One such myth was that of the 'Specter Horse'...
Of course, as many German and English soldiers would attest, it was not the ghostly apparition of a horse that made men quake in the trenches as they stared out into the dense mist hovering over No Man's Land. The horse was most certainly real- it left streaks and prints as it fled in fear and rage across the desolate ground. It was the rider. Some would attest to seeing a soldier- a cavalry man, sitting atop his mount, calling the horse forward, or bidding him stay.
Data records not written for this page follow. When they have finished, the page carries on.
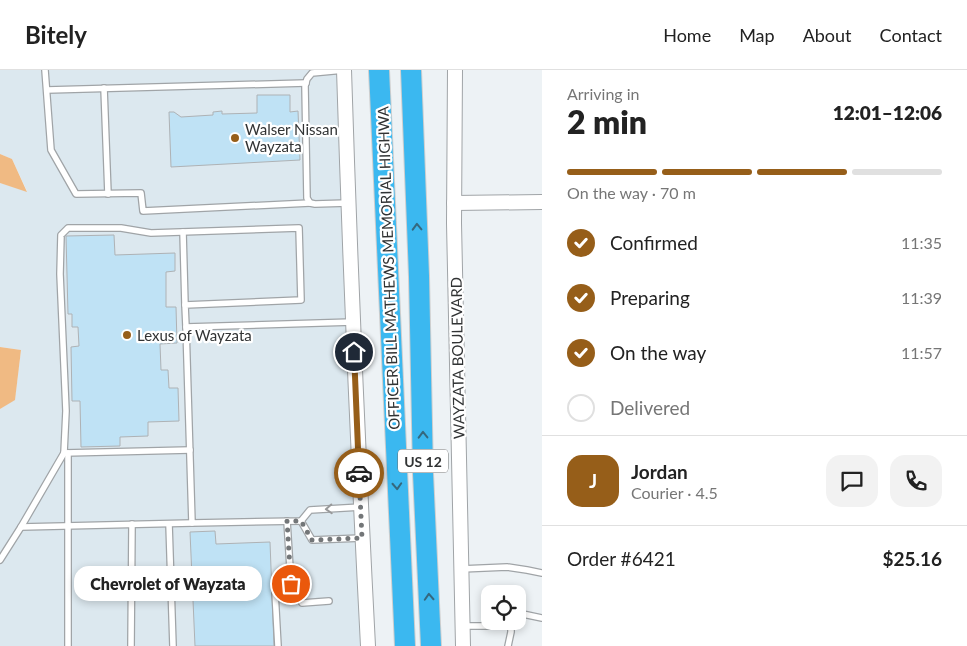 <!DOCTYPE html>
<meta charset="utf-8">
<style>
:root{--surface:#fff;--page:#f2f2f2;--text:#222;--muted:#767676;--line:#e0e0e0;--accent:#965e19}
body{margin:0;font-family:Lato,sans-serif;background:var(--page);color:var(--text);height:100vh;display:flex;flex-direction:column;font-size:19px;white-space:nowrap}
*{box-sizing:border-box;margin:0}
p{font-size:16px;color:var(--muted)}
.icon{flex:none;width:28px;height:28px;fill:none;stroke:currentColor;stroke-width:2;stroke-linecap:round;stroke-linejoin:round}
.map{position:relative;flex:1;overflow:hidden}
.sheet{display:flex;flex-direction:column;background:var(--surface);width:425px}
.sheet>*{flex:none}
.controls{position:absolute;left:481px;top:515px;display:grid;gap:10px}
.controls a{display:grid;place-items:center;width:45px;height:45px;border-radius:10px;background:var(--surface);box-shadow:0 2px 8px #0003;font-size:25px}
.pin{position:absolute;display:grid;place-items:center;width:42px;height:42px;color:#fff;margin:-21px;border:2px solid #fff;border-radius:50%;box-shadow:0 1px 5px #0007}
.courier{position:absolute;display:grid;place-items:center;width:50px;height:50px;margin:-25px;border:4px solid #965e19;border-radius:50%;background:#fff;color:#222;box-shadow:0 1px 6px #0007}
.bubble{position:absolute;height:35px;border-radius:15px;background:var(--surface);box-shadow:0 2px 8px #0003;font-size:16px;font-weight:800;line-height:35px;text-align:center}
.overview em{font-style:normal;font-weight:800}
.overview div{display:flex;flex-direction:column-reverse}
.overview{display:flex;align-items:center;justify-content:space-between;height:85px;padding:0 25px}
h1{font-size:32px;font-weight:800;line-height:38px}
.bar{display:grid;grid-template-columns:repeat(4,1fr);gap:8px 5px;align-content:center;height:60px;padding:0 25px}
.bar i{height:6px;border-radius:4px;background:var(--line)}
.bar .selected{background:var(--accent)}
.bar p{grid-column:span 4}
.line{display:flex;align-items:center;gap:12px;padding:0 25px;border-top:1px solid var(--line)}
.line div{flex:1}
.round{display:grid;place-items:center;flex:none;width:52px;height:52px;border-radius:15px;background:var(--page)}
ol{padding:0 25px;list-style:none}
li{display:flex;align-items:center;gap:15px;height:55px}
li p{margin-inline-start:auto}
li .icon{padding:5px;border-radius:50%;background:var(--accent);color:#fff;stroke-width:4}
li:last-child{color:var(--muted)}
li i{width:28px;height:28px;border:2px solid var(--line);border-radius:50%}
header{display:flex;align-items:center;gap:30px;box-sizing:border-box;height:70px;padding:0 25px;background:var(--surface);border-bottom:1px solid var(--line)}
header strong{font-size:24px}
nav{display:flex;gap:28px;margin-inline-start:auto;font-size:18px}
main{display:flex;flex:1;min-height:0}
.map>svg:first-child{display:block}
.built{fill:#dce8ef}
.green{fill:#f0ba83}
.building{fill:#bfe2f5;stroke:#aeb2b5}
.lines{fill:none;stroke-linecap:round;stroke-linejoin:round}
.service-casing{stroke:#a0a4a7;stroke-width:8}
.tertiary-casing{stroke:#a0a4a7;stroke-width:16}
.motorway-casing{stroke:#cecece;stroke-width:22}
.service{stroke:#fff;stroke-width:5.5}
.tertiary{stroke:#fff;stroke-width:14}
.motorway{stroke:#3bb8f0;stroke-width:20}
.oneway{stroke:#35687f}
.oneway2{stroke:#98999a}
.done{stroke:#737678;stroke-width:5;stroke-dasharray:0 9}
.route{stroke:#965e19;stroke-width:6}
.poi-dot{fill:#965e19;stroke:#fff;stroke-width:2}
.labels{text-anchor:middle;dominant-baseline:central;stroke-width:4.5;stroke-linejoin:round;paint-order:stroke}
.shield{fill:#fff;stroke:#6f7071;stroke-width:1}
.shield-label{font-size:14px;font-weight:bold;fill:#313334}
.poi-label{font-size:15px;fill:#313334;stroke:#fff;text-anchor:start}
.street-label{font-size:15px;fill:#313334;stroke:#fff}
</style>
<header>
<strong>Bitely</strong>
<nav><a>Home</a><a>Map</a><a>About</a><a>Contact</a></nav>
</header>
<main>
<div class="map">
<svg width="542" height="576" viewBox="0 0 542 576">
<rect width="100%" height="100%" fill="#edf2f5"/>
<!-- built -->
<path class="built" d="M 0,0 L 344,0 L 368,576 L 0,576 L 0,339 L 15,329 L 21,280 L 0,277 L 0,113 L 27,121 L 12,89 L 0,84 Z"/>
<!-- green -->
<g class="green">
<path d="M 0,84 L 12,89 L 27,122 L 0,113 Z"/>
<path d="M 0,277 L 21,280 L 15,330 L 0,339 Z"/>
</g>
<!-- building -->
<g class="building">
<path d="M 257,25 L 290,25 L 290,42 L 298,41 L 300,90 L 171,97 L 169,42 L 174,42 L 181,47 L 213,45 L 213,42 L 222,41 L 222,44 L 257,43 Z"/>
<path d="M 114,165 L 115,185 L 175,183 L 175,201 L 166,202 L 166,237 L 176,237 L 177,273 L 160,274 L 161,300 L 168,300 L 169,318 L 178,318 L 179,351 L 148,352 L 148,366 L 120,367 L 120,376 L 81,377 L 80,331 L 72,331 L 71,277 L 79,276 L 78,257 L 72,257 L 72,244 L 68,244 L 66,166 Z"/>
<path d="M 215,461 L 216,474 L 270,472 L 274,576 L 195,576 L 190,462 Z"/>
</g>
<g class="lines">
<!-- service casing -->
<g class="service-casing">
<g id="service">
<path d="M 45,0 L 51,80 L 76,124 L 141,123 L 143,141 L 310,133"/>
<path d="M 344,0 L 312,3 L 307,9 L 305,16 L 307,128 L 310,133 L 315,134 L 348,133"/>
<path d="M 104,18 L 108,124"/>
<path d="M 47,20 L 306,13"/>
<path d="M 183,162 L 185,235"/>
<path d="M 353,252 L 186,257 L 192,453 L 301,451 L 310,440 L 361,437"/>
<path d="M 64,383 L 190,380"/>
<path d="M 68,383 L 68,576"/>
<path d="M 301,451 L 312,470 L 362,468"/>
<path d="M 169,454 L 173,576"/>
<path d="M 21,457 L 64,383 L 66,341 L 60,204 L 61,165 L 68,158 L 121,158 L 151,163 L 299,158 L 301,230 L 185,235 L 186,257"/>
<path d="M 0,490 L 21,457 L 192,453"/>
<path d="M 461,499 L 507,497 L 527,500 L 542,503"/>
<path d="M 291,514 L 302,533 L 329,531"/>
<path d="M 518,543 L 542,548"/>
<path d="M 463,556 L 508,556 L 511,557 L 511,562 L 508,576"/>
<path d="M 131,576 L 132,454"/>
<path d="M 278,576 L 275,522 L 291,514 L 287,451"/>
</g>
</g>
<!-- tertiary casing -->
<g class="tertiary-casing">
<g id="tertiary">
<path d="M 344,0 C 350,192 358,384 368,576"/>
<path d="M 455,0 L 454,153 L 463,576"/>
<path d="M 454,133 L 542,132"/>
</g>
</g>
<!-- motorway casing -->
<g class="motorway-casing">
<g id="motorway">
<path d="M 379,0 L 405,576"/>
<path d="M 411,0 L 419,206 L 423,403 L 431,576"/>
</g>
</g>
<!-- service -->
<use href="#service" class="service"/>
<!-- tertiary -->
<use href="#tertiary" class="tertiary"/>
<!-- motorway -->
<use href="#motorway" class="motorway"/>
</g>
<!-- one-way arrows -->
<defs><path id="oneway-chevron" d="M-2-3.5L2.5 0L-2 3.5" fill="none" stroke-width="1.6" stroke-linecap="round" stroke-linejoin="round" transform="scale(1.25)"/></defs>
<g class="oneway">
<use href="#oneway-chevron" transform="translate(417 157) rotate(-92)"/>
<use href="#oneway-chevron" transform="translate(423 365) rotate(-91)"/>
<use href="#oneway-chevron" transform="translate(397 416) rotate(87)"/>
<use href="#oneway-chevron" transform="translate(429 527) rotate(-93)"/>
</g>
<use class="oneway2" href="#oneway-chevron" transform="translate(329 439) rotate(177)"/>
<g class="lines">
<!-- done -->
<path class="done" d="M 291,514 L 287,451 L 301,451 L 312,470 L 362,468 L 359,403"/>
<!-- route -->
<path class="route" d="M 354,282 L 359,403"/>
</g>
<!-- markers -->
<g class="poi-dot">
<circle cx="235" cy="68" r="5"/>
<circle cx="127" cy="265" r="5"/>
</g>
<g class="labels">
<!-- shield labels -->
<rect class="shield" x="398" y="379.5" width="50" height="23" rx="4"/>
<g class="shield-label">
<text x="423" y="391">US 12</text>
</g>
<!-- poi labels -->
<g class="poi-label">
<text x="245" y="59">Walser Nissan<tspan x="245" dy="17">Wayzata</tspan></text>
<text x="137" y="265">Lexus of Wayzata</text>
</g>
<!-- street labels -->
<g class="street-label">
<text transform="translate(388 198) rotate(-92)">OFFICER BILL MATHEWS MEMORIAL HIGHWA</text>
<text transform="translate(457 288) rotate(-91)">WAYZATA BOULEVARD</text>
</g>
</g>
</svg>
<div class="controls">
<a><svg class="icon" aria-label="locate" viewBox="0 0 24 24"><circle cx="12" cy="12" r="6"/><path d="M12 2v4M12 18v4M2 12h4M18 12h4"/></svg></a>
</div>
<div class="pin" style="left:291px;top:514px;background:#ea580c"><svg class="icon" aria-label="bag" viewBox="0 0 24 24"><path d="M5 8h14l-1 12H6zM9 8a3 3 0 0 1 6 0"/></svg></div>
<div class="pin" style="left:354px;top:282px;background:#1f2937"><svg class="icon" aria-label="home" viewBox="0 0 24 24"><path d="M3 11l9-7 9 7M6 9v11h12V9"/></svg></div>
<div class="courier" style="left:359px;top:403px"><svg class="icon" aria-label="car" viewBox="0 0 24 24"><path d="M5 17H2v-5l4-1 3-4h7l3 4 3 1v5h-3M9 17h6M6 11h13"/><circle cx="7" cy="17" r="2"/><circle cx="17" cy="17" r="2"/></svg></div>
<div class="bubble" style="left:74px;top:496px;width:188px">Chevrolet of Wayzata</div>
</div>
<section class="sheet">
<div class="overview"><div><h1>2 min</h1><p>Arriving in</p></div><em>12:01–12:06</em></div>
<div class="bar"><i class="selected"></i><i class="selected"></i><i class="selected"></i><i></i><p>On the way · 70 m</p></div>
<ol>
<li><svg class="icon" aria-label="check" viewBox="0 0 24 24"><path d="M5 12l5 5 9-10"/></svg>Confirmed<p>11:35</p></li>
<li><svg class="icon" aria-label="check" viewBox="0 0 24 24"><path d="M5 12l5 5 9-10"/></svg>Preparing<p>11:39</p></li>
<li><svg class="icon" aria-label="check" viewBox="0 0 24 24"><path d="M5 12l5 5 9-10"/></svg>On the way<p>11:57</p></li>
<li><i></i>Delivered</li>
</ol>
<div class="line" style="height:90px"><b class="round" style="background:var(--accent);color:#fff">J</b><div><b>Jordan</b><p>Courier · 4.5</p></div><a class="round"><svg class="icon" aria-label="chat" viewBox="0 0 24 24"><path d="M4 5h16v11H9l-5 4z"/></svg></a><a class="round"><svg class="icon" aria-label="phone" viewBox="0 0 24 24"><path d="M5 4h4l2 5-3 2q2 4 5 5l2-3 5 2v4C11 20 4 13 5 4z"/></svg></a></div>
<div class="line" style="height:65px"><div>Order #6421</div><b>$25.16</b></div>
</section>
</main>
Most would further agree that it was a ghostly British soldier who haunted the shell-pocked ground between the trenches, where barbed wire forbade living things pass to the other side, and rains of hellfire and bullets scoured the land of all things that dare tread upon the blood-hallowed earth.
It was the Germans who first believed the cavalry man to be otherworldy. One moment visible, the next not. Something to see out of the corner of your eye, but that would vanish in the fog.
But then, was it a guardian angel of the battlefield, watching over the bodies of the men who had fallen, and not been retrieved by their corporeal comrades? Or perhaps an angel of death, reaping up the dead? Perhaps not. As many would eventually point out, angels (at least the traditional belief of angels) would not bleed. This apparition bore a bloodstained coat, The puddle of red standing stark against the mottled green.
The Britishmen were the first to see the face of the alleged ghost. Two tank drivers would describe the rider as being tall, sitting with lordly form atop his horse.
Yet his face was... Different than the pride of the cavalry. His chiseled features depicted...
Sorrow. That of a man who observed war. Ever haunted by the images of his friends and comrades who fell upon the consecrated earth. Unable to help. Merely to watch as more of his countrymen became the members of statistics that only historians would mourn in years to come...
Determination. That of a man obligated to a task incomplete. Whether he were pulled away from it by the war, or simply killed before he could fulfill his promise...
The legend would eventually end, as all legends do.
It was said that the horse, driven into a fearful delirium by the roar of the artillery, was caught in the barbed wire between the trenches. It was said also that both sides sent up one man to free the noble creature, and that the ownership of the horse was decided upon the toss of a coin.
The rider was never seen again.
...The horse, named Joey, was originally owned by a young British soldier named Albert Narracott, whom he would eventually be reunited with. The horse had been sold long ago to a Cavalryman for thirty guineas. The Cavalryman had allegedly died in the first few months of the war, and the horse was captured by German soldiers.
No one knew precisely how Joey had survived the years of the Great War, only his connection to the legend of the 'Spectre Horse'.
Albert Naracott gave only a few words on the subject of the legend, and his horse's involvement. "I used to know a man, years ago. He bought my horse, but he died in the war... As for your ghost... The man promised to return my horse to me... I suppose that he did."